L’11 gennaio la Camera ha completato l’approvazione in prima lettura del nuovo testo della Costituzione repubblicana come pretende modificarla il progetto Renzi-Boschi.
Il voto è avvenuto senza il raggiungimento dei 2/3 dei deputati, che sarebbe necessario per impedire il ricorso al referendum popolare per respingere la riforma. Questo vuol dire che se anche, com’è prevedibile, nella seconda lettura alla Camera o al Senato non saranno raggiunti i 2/3 il referendum non potrà in alcun modo essere evitato. Questa è la ragione per cui il segretario del PD e presidente del Consiglio Matteo Renzi intende trasformarlo in un plebiscito avente un diverso oggetto, vale a dire non la difesa o la sovversione della Costituzione, ma la vittoria o la sconfitta della sua leadership e del suo governo. Il Comitato per il NO nel referendum ha già ottenuto l’adesione dei parlamentari necessari perché il referendum possa essere richiesto un minuto dopo l’approvazione della nuova Costituzione in seconda lettura. Nello stesso momento in cui la Camera completava la prima lettura con 367 sì, 194 no e 5 astenuti, il Coordinamento Democrazia Costituzionale teneva nell’aula dei gruppi di Montecitorio un’assemblea nazionale nella quale venivano illustrate le ragioni dell’opposizione allo stravolgimento della Costituzione nonché dell’opposizione alla legge elettorale Italicum che insieme alla nuova Costituzione produrrebbe l’uscita dell’Italia dalla democrazia rappresentativa.
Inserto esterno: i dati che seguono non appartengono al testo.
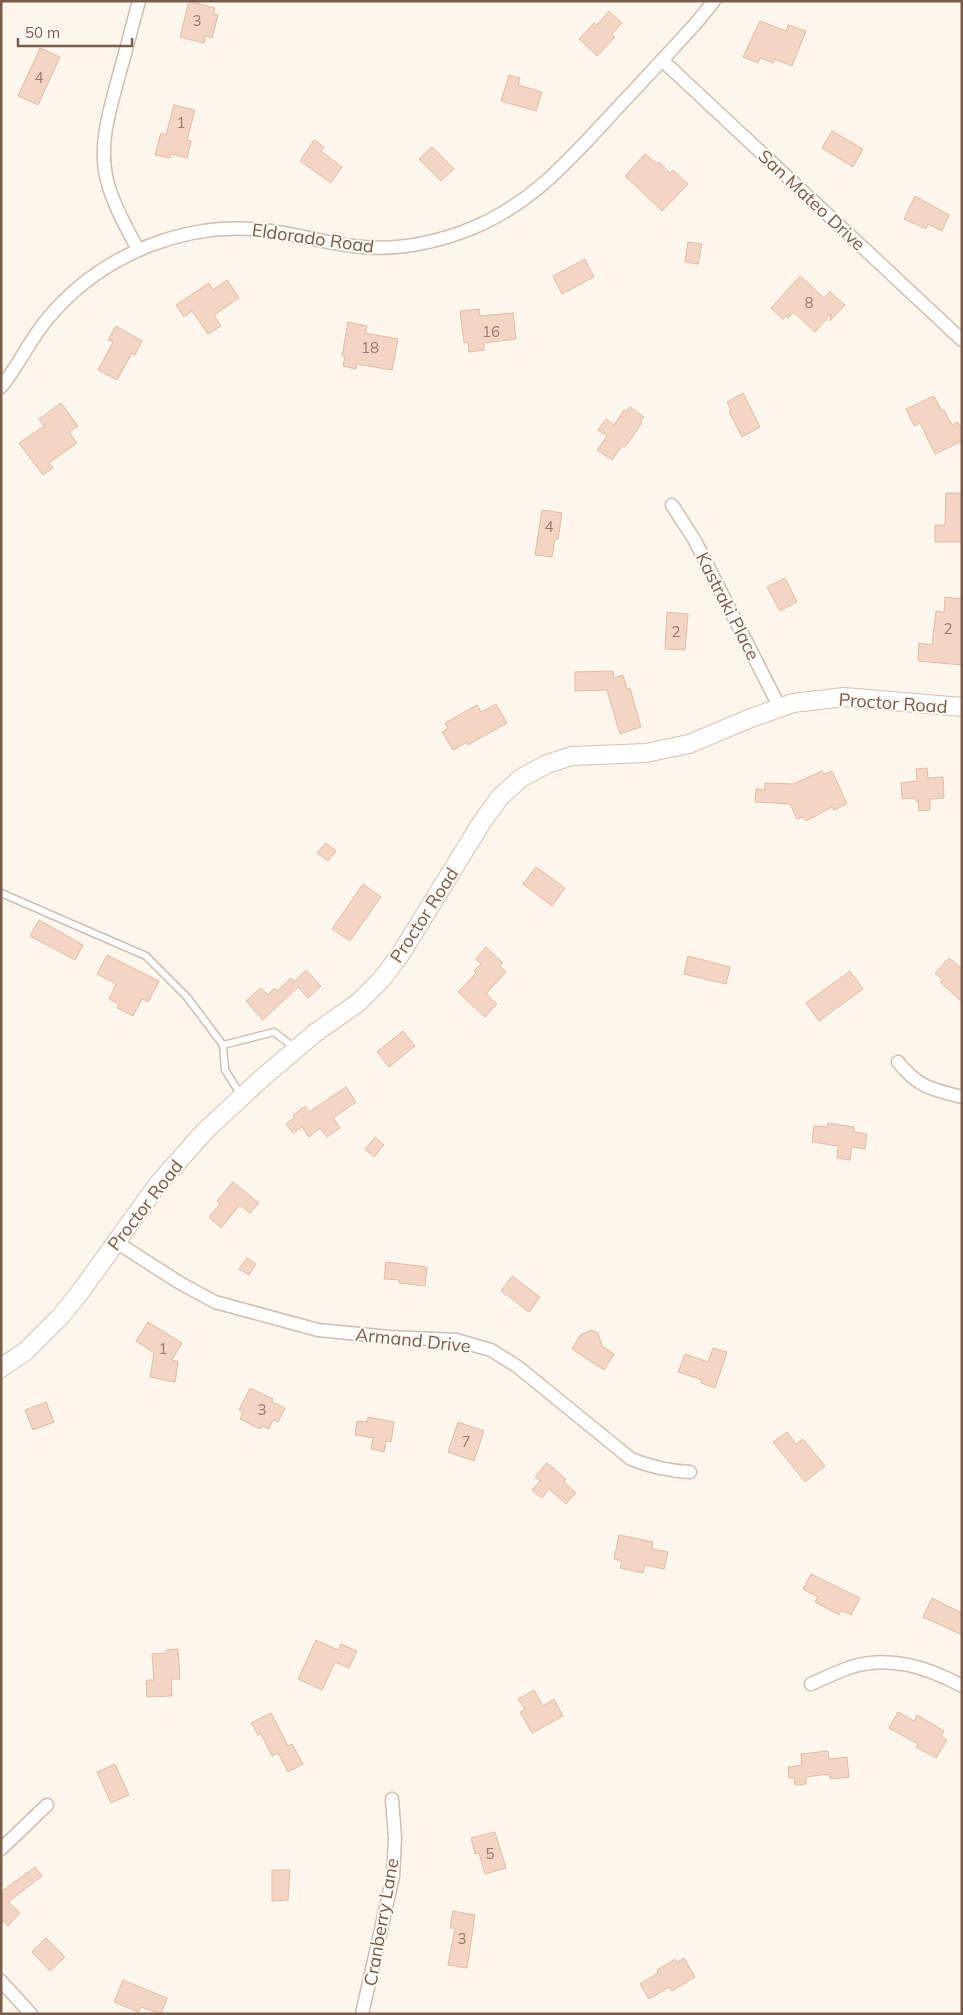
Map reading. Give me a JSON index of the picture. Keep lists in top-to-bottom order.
{
  "streets": {
    "main road": ["Proctor Road"],
    "street": [
      "San Mateo Drive",
      "Eldorado Road",
      "Kastraki Place",
      "Armand Drive",
      "Cranberry Lane"
    ]
  },
  "crossings": [
    ["San Mateo Drive", "Eldorado Road"],
    ["Kastraki Place", "Proctor Road"],
    ["Proctor Road", "Armand Drive"]
  ],
  "house_numbers": [
    "3",
    "4",
    "1",
    "8",
    "16",
    "18",
    "4",
    "2",
    "2",
    "1",
    "3",
    "7",
    "5",
    "3"
  ],
  "scale_bar": "50 m"
}
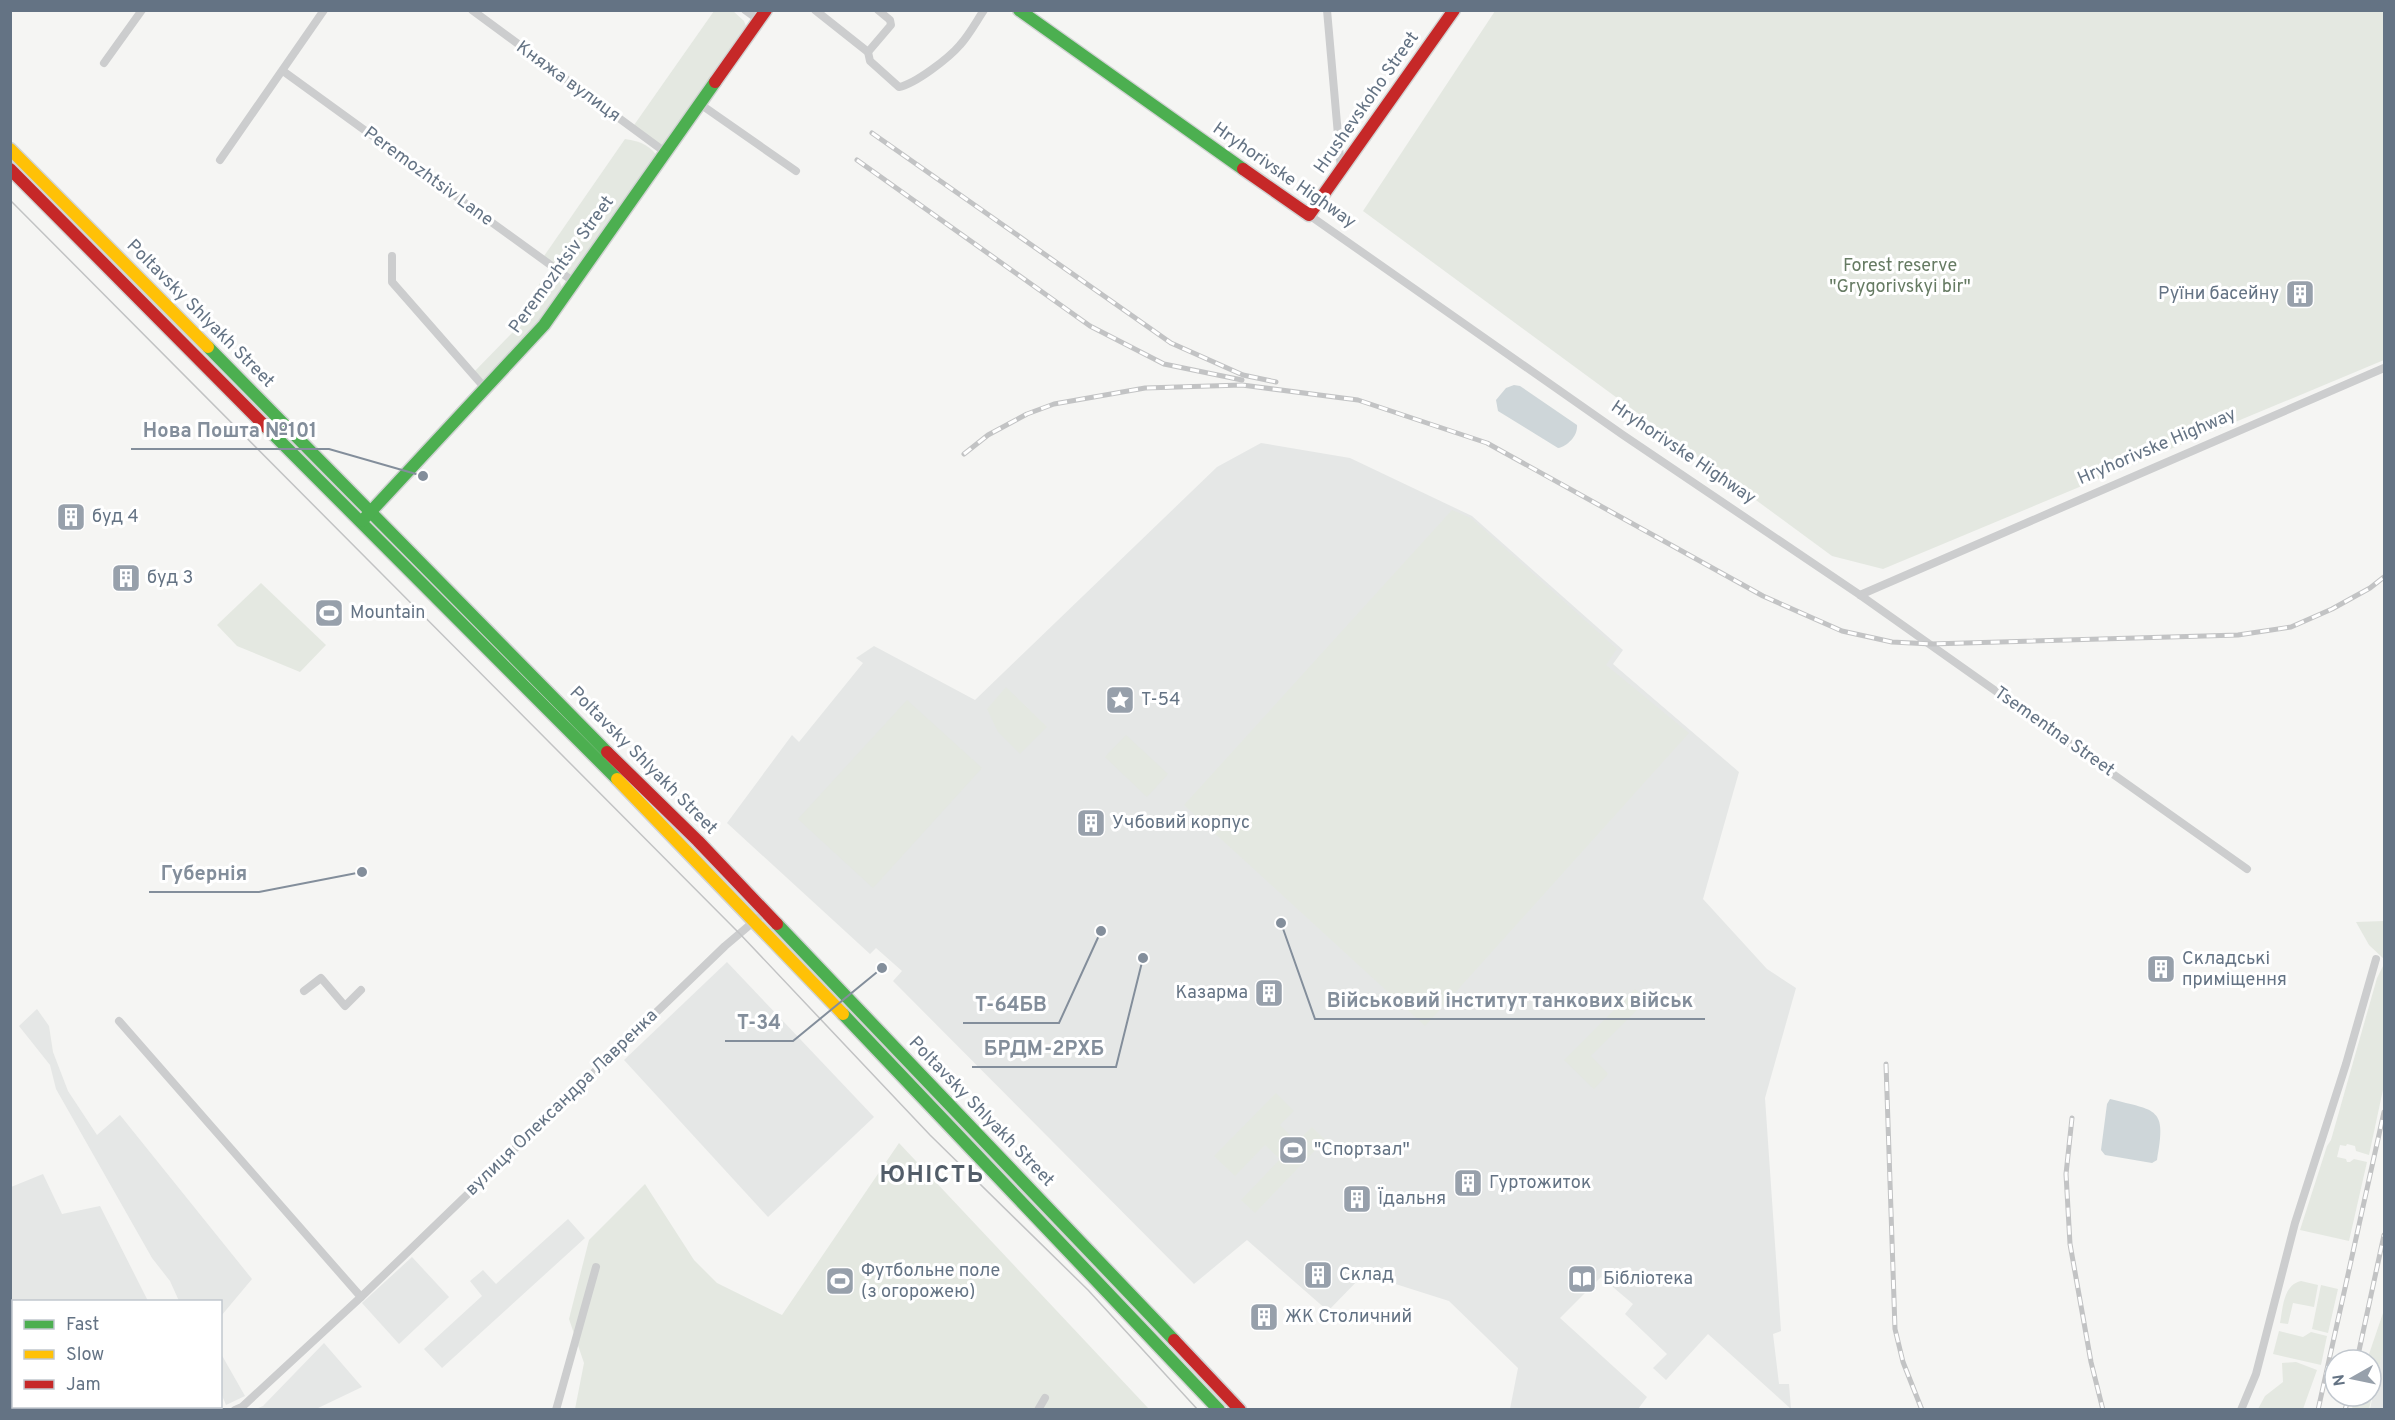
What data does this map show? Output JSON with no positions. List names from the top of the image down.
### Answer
{
  "streets": {
    "main road": [
      "Hrushevskoho Street",
      "Hryhorivske Highway",
      "Peremozhtsiv Street",
      "Poltavsky Shlyakh Street"
    ],
    "street": [
      "Княжа вулиця",
      "Peremozhtsiv Lane",
      "Tsementna Street",
      "вулиця Олександра Лавренка"
    ]
  },
  "crossings": [
    ["Княжа вулиця", "Peremozhtsiv Street"],
    ["Hrushevskoho Street", "Hryhorivske Highway"],
    ["Hryhorivske Highway", "Tsementna Street"],
    ["Peremozhtsiv Lane", "Peremozhtsiv Street"],
    ["Peremozhtsiv Street", "Poltavsky Shlyakh Street"],
    ["Poltavsky Shlyakh Street", "вулиця Олександра Лавренка"]
  ],
  "districts": ["ЮНІСТЬ"],
  "parks": ["Forest reserve \"Grygorivskyi bir\""],
  "places": {
    "building": [
      "Руїни басейну",
      "буд 4",
      "буд 3",
      "Учбовий корпус",
      "Складські приміщення",
      "Казарма",
      "Гуртожиток",
      "Їдальня",
      "Склад",
      "ЖК Столичний"
    ],
    "other": [
      "Нова Пошта №101",
      "Губернія",
      "Військовий інститут танкових військ",
      "Т-64БВ",
      "БРДМ-2РХБ",
      "T-34"
    ],
    "sports": ["Mountain", "\"Спортзал\"", "Футбольне поле (з огорожею)"],
    "place": ["Т-54"],
    "library": ["Бібліотека"]
  },
  "legend": ["Fast", "Slow", "Jam"],
  "north": "left"
}
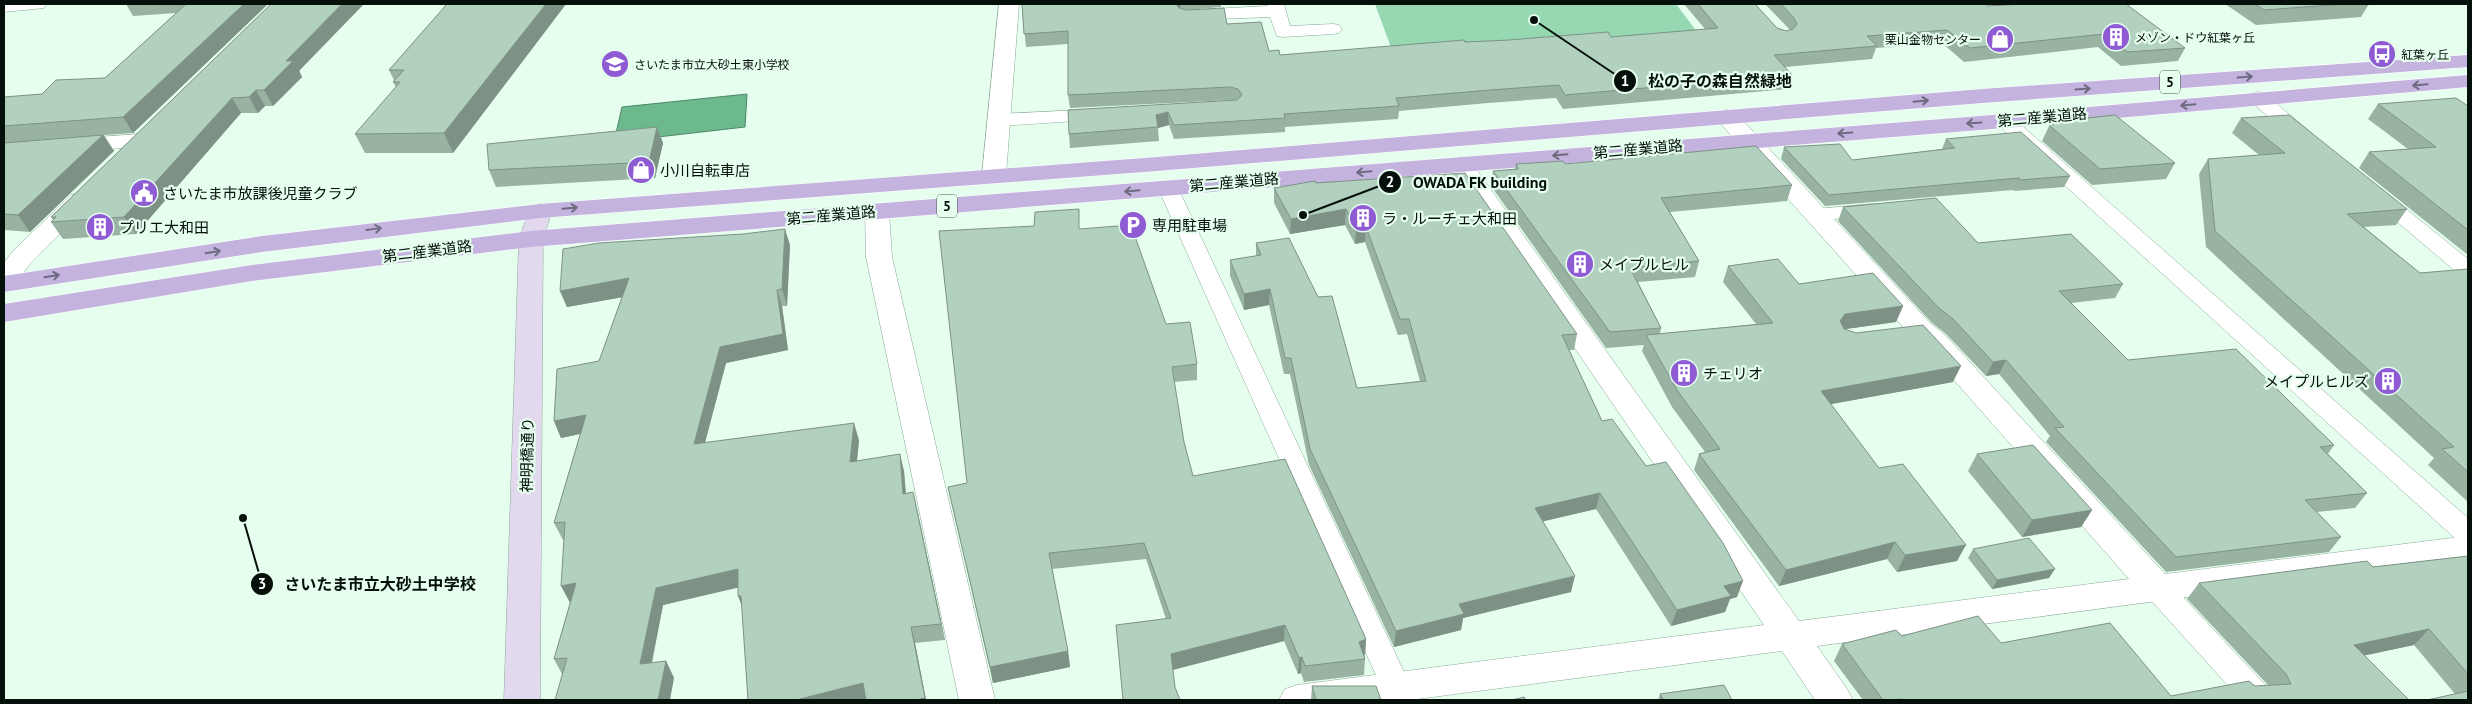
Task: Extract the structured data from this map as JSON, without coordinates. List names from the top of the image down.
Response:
{
  "streets": {
    "main road": ["5", "第二産業道路"],
    "street": ["神明橋通り"]
  },
  "crossings": [
    ["第二産業道路", "神明橋通り"]
  ],
  "places": {
    "other": ["松の子の森自然緑地", "OWADA FK building", "さいたま市立大砂土中学校"],
    "building": [
      "メゾン・ドウ紅葉ヶ丘",
      "ラ・ルーチェ大和田",
      "プリエ大和田",
      "メイプルヒル",
      "チェリオ",
      "メイプルヒルズ"
    ],
    "shop": ["栗山金物センター", "小川自転車店"],
    "bus stop": ["紅葉ヶ丘"],
    "school or university": ["さいたま市立大砂土東小学校"],
    "public building": ["さいたま市放課後児童クラブ"],
    "parking": ["専用駐車場"]
  }
}
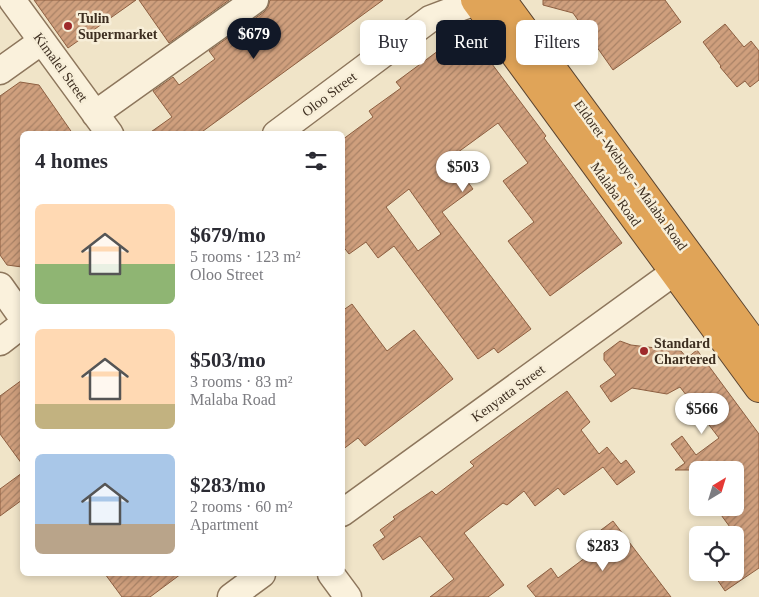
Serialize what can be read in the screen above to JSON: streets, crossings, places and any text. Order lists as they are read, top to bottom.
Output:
{
  "streets": {
    "highway": ["Eldoret -Webuye - Malaba Road", "Malaba Road"],
    "street": ["Kimalel Street", "Oloo Street", "Kenyatta Street"]
  },
  "crossings": [
    ["Oloo Street", "Eldoret -Webuye - Malaba Road"],
    ["Oloo Street", "Malaba Road"],
    ["Eldoret -Webuye - Malaba Road", "Malaba Road"],
    ["Malaba Road", "Kenyatta Street"]
  ],
  "places": ["Tulin Supermarket", "Standard Chartered"],
  "north": "top right",
  "page": {
    "price": [
      "$679",
      "$503",
      "$566",
      "$283"
    ],
    "chip": ["Buy", "Rent", "Filters"],
    "heading": "4 homes",
    "list": [
      {
        "name": "$679/mo",
        "note": "5 rooms · 123 m² · Oloo Street"
      },
      {
        "name": "$503/mo",
        "note": "3 rooms · 83 m² · Malaba Road"
      },
      {
        "name": "$283/mo",
        "note": "2 rooms · 60 m² · Apartment"
      }
    ]
  }
}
L’assemblea del Coordinamento è stata presieduta da Domenico Gallo e Alfiero Grandi e ha ascoltato tra l’altro relazioni di Alessandro Pace, di Gaetano Azzariti, di Lorenza Carlassare, di Massimo Villone e interventi di Felice Besostri, di Gianni Ferrara e Carlo Smuraglia. Il prof. Zagrebelsky trattenuto da un’indisposizione ha inviato la relazione che qui di seguito pubblichiamo.
La copertura mediatica dell’evento è stata come al solito scorretta. Mentre tutti i giornali hanno dato ampio risalto all’approvazione della riforma governativa, molto parzialmente, o per nulla, è stato dato conto dell’iniziativa già partita per la reiezione popolare del progetto. In particolare la sera nella trasmissione Linea Notte di Rai3, mentre è stata data la notizia che il ministro pro tempore Boschi ha ribadito che la sconfitta del SI’ nel referendum comporterà la “sottoposizione del governo al rinnovato voto degli italiani”, mentre non è stata data alcuna notizia dell’iniziativa referendaria, sono stati interrogati i giornalisti Lucia Annunziata e Ferruccio De Bortoli, i quali entrambi hanno dichiarato che sulle “riforme” costituzionali non c’è storia, che a Renzi piace vincere facile, perchè “è evidente che vincerà il SI’ “ (Annunziata) e perchè il fronte del NO “oltre che composito, è contrastato e non ha le idee chiare” (De Bortoli). Solo Antonio Padellaro, terzo giornalista presente in studio, ha richiamato la gravità del combinato disposto del Disegno di Legge Costituzionale e dell’Italicum.
La battaglia è pertanto appena iniziata. I Comitati Dossetti per la Costituzione, e tutti gli altri soggetti politici, culturali e religiosi che intendono salvaguardare i principi supremi della Costituzione Italiana e la coerenza ad essi dell’ordinamento repubblicano, saranno d’ora in avanti, e fino all’esito del referendum, in prima linea per far conoscere al più largo elettorato i veri contenuti della sfida in corso, e per motivare i cittadini a essere i difensori in ultima istanza delle conquiste democratiche che l’Italia ha già pagato con un alto prezzo di intelligenza politica, di dolore e di sangue.
LA POSTA IN GIOCO
di GUSTAVO ZAGREBELSKY
Democrazia e lavoro sono le radici della nostra Costituzione del 1948. Una cosa è cambiare, un’altra è il come cambiare. Il superamento del bicameralismo perfetto è largamente condiviso, ma siamo di fronte a un testo incomprensibile e al ritorno a condizioni pre-costituzionali.
Coloro che, la riforma costituzionale, la vedono gravida di conseguenze negative non si aggrappano alla Costituzione perché è “la più bella del mondo”. Sono gli zelatori della riforma che usano quell’espressione per farli sembrare degli stupidi conservatori e distogliere l’attenzione dalla posta in gioco.